SOURCE MATERIAL:

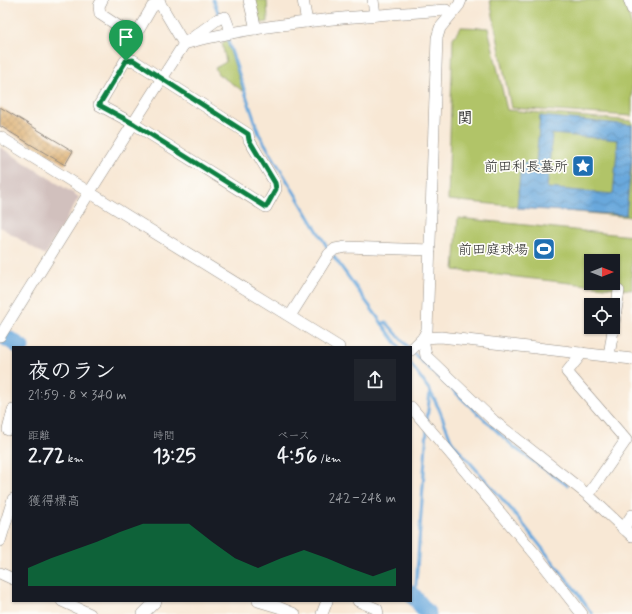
<!DOCTYPE html>
<html lang="ja">
<meta charset="utf-8">
<style>
body{margin:0;font-family:Mynerve,"Klee One",sans-serif;background:#20242c;color:#f1f3f6;height:100vh;display:flex;flex-direction:column;font-size:15px;white-space:nowrap}
*{box-sizing:border-box;margin:0}
p{font-size:13px;color:#9ea1a6}
.icon{flex:none;width:22px;height:22px;fill:none;stroke:currentColor;stroke-width:2;stroke-linecap:round;stroke-linejoin:round}
.map{position:relative;flex:1;overflow:hidden}
.drawer{position:absolute;left:12px;top:346px;width:400px;height:256px;display:flex;flex-direction:column;background:#171b24;border-radius:0px;box-shadow:0 1px 3px #0004}
.drawer>*{flex:none}
.needle{width:26px;rotate:90deg}
.fabs{position:absolute;left:584px;top:254px;display:grid;gap:8px}
.fabs a{display:grid;place-items:center;width:36px;height:36px;border-radius:0px;background:#171b24;box-shadow:0 1px 3px #0004;font-size:20px}
.pin{position:absolute;display:grid;place-items:center;width:34px;height:34px;color:#fff;margin:-41px -17px;border-radius:50% 50% 50% 0;rotate:-45deg;box-shadow:0 0 4px #0007}
.pin .icon{rotate:45deg}
.round{display:grid;place-items:center;flex:none;width:42px;height:42px;border-radius:0px;background:#20242c}
.head{display:flex;align-items:center;justify-content:space-between;height:68px;padding:0 16px}
h1{font-size:22px;font-weight:700;line-height:30px}
.metrics{display:grid;grid-template-columns:repeat(3,1fr);gap:6px;height:68px;padding:4px 16px}
.metrics div{display:grid;align-content:center}
.metrics b{font-size:20px;font-weight:700}
.metrics small{font-size:11px;font-weight:400}
.metrics p{font-size:11px}
.chart{height:112px;padding:8px 16px}
.chart p{display:flex;justify-content:space-between}
.chart svg{width:100%;height:72px;margin-top:4px;fill:#0b8043;opacity:.7}
.map>svg:first-child{display:block}
.industrial{fill:#d1c0bd}
.park{fill:#b1c468;stroke:#6e784a;fill-rule:evenodd}
.water{fill:url(#water-waves);stroke:#4a6a84;fill-rule:evenodd}
.lines{fill:none;stroke-linecap:round;stroke-linejoin:round}
.stream{stroke:#69a8dc;stroke-width:3}
.river{stroke:#69a8dc;stroke-width:17}
.building{fill:url(#building-cross-hatch)}
.minor-casing{stroke:#928a80;stroke-width:12}
.minor{stroke:#fff;stroke-width:11}
.route-casing{stroke:#fff;stroke-width:8}
.route{stroke:#0b8043;stroke-width:5}
.labels{text-anchor:middle;stroke-width:3.5;stroke-linejoin:round;paint-order:stroke}
.poi-label{font-size:14px;fill:#2b2b2b;stroke:#fdfcf7;text-anchor:end}
.neighbourhood-label{font-size:15px;font-weight:bold;fill:#2b2b2b;stroke:#fdfcf7}
</style>
<div class="map">
<svg width="632" height="614" viewBox="0 0 632 614">
<defs>
<pattern id="water-waves" width="16" height="10" patternUnits="userSpaceOnUse"><rect width="16" height="10" fill="#69a8dc"/><path d="M0 5q4-4 8 0t8 0" fill="none" stroke="#5789b3"/></pattern>
<pattern id="building-cross-hatch" width="8" height="8" patternUnits="userSpaceOnUse"><rect width="8" height="8" fill="#daa966"/><path d="M0 0l8 8M0 8l8-8" fill="none" stroke="#b18a54"/></pattern>
</defs>
<rect width="100%" height="100%" fill="#fdfcf7"/>
<filter id="ink" filterUnits="userSpaceOnUse"><feTurbulence type="fractalNoise" baseFrequency=".025" numOctaves="2"/><feDisplacementMap in="SourceGraphic" scale="8" xChannelSelector="R" yChannelSelector="G"/><feConvolveMatrix kernelMatrix="1 2 1 2 8 2 1 2 1" color-interpolation-filters="sRGB"/></filter>
<filter id="wash" filterUnits="userSpaceOnUse"><feTurbulence type="fractalNoise" baseFrequency=".012" numOctaves="4" result="noise"/><feDisplacementMap in="SourceGraphic" scale="16" xChannelSelector="R" yChannelSelector="G"/><feGaussianBlur stdDeviation="0.9" result="paint"/><feColorMatrix in="noise" values="0 0 0 0 0 0 0 0 0 0 0 0 0 0 0 0 0 1.4 0 .05"/><feComposite in="paint" operator="in"/></filter>
<g filter="url(#wash)">
<rect width="100%" height="100%" fill="#f8e8d5"/>
<polygon class="industrial" points="0,147 79,197 45,255 0,227"/>
<g class="park">
<polygon points="254,0 267,0 268,22 261,23 258,19"/>
<polygon points="490,0 625,0 632,28 632,116 511,108"/>
<polygon points="461,27 488,28 507,110 632,121 632,202 631,217 448,200 453,38"/>
<polygon points="227,40 227,42 243,91 218,74 215,68 226,62 222,43"/>
<path d="M 458,218 L 632,236 L 632,290 L 454,270 ZM 591,261 L 613,261 L 613,283 L 591,283 Z"/>
</g>
<path class="water" d="M 540,116 L 632,125 L 632,155 L 626,215 L 517,208 L 521,163 L 536,163 ZM 552,134 L 618,140 L 613,194 L 547,188 Z"/>
<g class="lines">
<g class="stream">
<polyline points="213,0 220,17"/>
<polyline points="226,35 259,134 329,250 399,347"/>
<polyline points="382,324 386,322 408,347"/>
<polyline points="412,352 515,448 567,485"/>
<polyline points="411,364 430,391 427,420"/>
<polyline points="430,391 439,409 452,442 511,509 577,592 592,614"/>
<polyline points="415,598 427,430"/>
</g>
<g class="river">
<polyline points="0,334 21,347"/>
<polyline points="411,593 428,614"/>
</g>
</g>
<g id="blocks">
<polygon class="building" points="0,107 73,151 65,165 0,126"/>
</g>
</g>
<g filter="url(#ink)">
<use href="#blocks" fill-opacity="0" stroke="#928a80" stroke-width="1"/>
<g class="lines">
<g class="minor-casing">
<g id="minor">
<polyline points="102,0 99,6 100,14 129,33 138,31 152,7 160,2"/>
<polyline points="158,0 184,44 202,39 231,33"/>
<polyline points="249,0 256,29"/>
<polyline points="303,0 307,22"/>
<polyline points="373,0 375,15"/>
<polyline points="629,0 632,9"/>
<polygon points="133,60 248,134 249,140 275,183 276,189 266,207 134,124 99,105 125,61"/>
<polyline points="0,137 339,347"/>
<polyline points="290,316 329,254 335,249 346,247 430,250"/>
<path d="M 0,336 L 89,193 L 184,44 L 218,19 L 225,17 L 231,33 C 302,20 374,15 446,10 L 450,15"/>
<polyline points="423,338 426,356 494,421 588,495 632,536"/>
<polyline points="423,338 441,337 632,359"/>
<polyline points="411,350 423,338 427,330 437,38 440,28 459,5 461,0"/>
<polyline points="582,353 567,372 626,440 588,495"/>
<polyline points="609,356 619,291"/>
<polyline points="411,407 536,555 582,614"/>
<polyline points="8,430 13,410"/>
<polyline points="623,529 632,515"/>
<polyline points="0,541 13,499"/>
<polyline points="0,573 13,579"/>
<polyline points="62,601 90,614"/>
<polyline points="258,601 278,607 295,614"/>
<polyline points="358,601 377,609 378,614"/>
<polyline points="143,614 156,601"/>
<polyline points="322,614 327,601"/>
</g>
</g>
<use href="#minor" class="minor"/>
</g>
</g>
<g class="lines" filter="url(#ink)">
<g class="route-casing">
<polygon id="route" points="133,60 248,134 249,140 275,183 276,189 266,207 134,124 99,105 126,61"/>
</g>
<use href="#route" class="route"/>
</g>
<defs>
<g id="sight-square" transform="scale(1.15)"><rect x="-9" y="-9" width="18" height="18" rx="4" fill="#1f6fb2" stroke="#fdfcf7"/><path d="M0-6L1.8-2.2L6-1.7L2.9 1.2L3.7 5.4L0 3.3L-3.7 5.4L-2.9 1.2L-6-1.7L-1.8-2.2Z" fill="#fff"/></g>
<g id="stadium-square" transform="scale(1.15)"><rect x="-9" y="-9" width="18" height="18" rx="4" fill="#1f6fb2" stroke="#fdfcf7"/><path d="M0-5a6.5 5 0 1 0 0 10a6.5 5 0 1 0 0-10ZM-3.5-1.8h7v3.6h-7Z" fill="#fff"/></g>
</defs>
<g fill-rule="evenodd">
<use href="#sight-square" x="583" y="166"/>
<use href="#stadium-square" x="544" y="249"/>
</g>
<g class="labels">
<g class="poi-label">
<text x="568" y="171">前田利長墓所</text>
<text x="528" y="254">前田庭球場</text>
</g>
<g class="neighbourhood-label">
<text x="465" y="123">関</text>
</g>
</g>
</svg>
<div class="fabs">
<a><svg class="needle" viewBox="-14 -14 28 28"><path d="M0-13l5 13h-10z" fill="#e53935"/><path d="M0 13l5-13h-10z" fill="#9ea1a6"/></svg></a>
<a><svg class="icon" aria-label="locate" viewBox="0 0 24 24"><circle cx="12" cy="12" r="6"/><path d="M12 2v4M12 18v4M2 12h4M18 12h4"/></svg></a>
</div>
<div class="pin" style="left:126px;top:61px;background:#1e9e55"><svg class="icon" aria-label="arrive" viewBox="0 0 24 24"><path d="M6 21V4h12l-3 4 3 4H6"/></svg></div>
<section class="drawer">
<div class="head"><div><h1>夜のラン</h1><p>21:59 · 8 × 340 m</p></div><a class="round"><svg class="icon" aria-label="share" viewBox="0 0 24 24"><path d="M12 15V3M7 8l5-5 5 5M5 13v7h14v-7"/></svg></a></div>
<div class="metrics">
<div><p>距離</p><b>2.72<small> km</small></b></div>
<div><p>時間</p><b>13:25</b></div>
<div><p>ペース</p><b>4:56<small> /km</small></b></div>
</div>
<div class="chart"><p><span>獲得標高</span>242–248 m</p>
<svg viewBox="0 0 160 44" preserveAspectRatio="none"><path d="M0 44V33L10 27L20 22L30 17L40 11L50 6L60 6L70 6L80 17L90 27L100 33L110 27L120 22L130 27L140 33L150 38L160 33V44z"/></svg>
</div>
</section>
</div>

TASK TO CARRY OUT:
If a line of the listing contains the string "filter", count it; then report the total alone.

SOLUTION TO THE PROBLEM:
5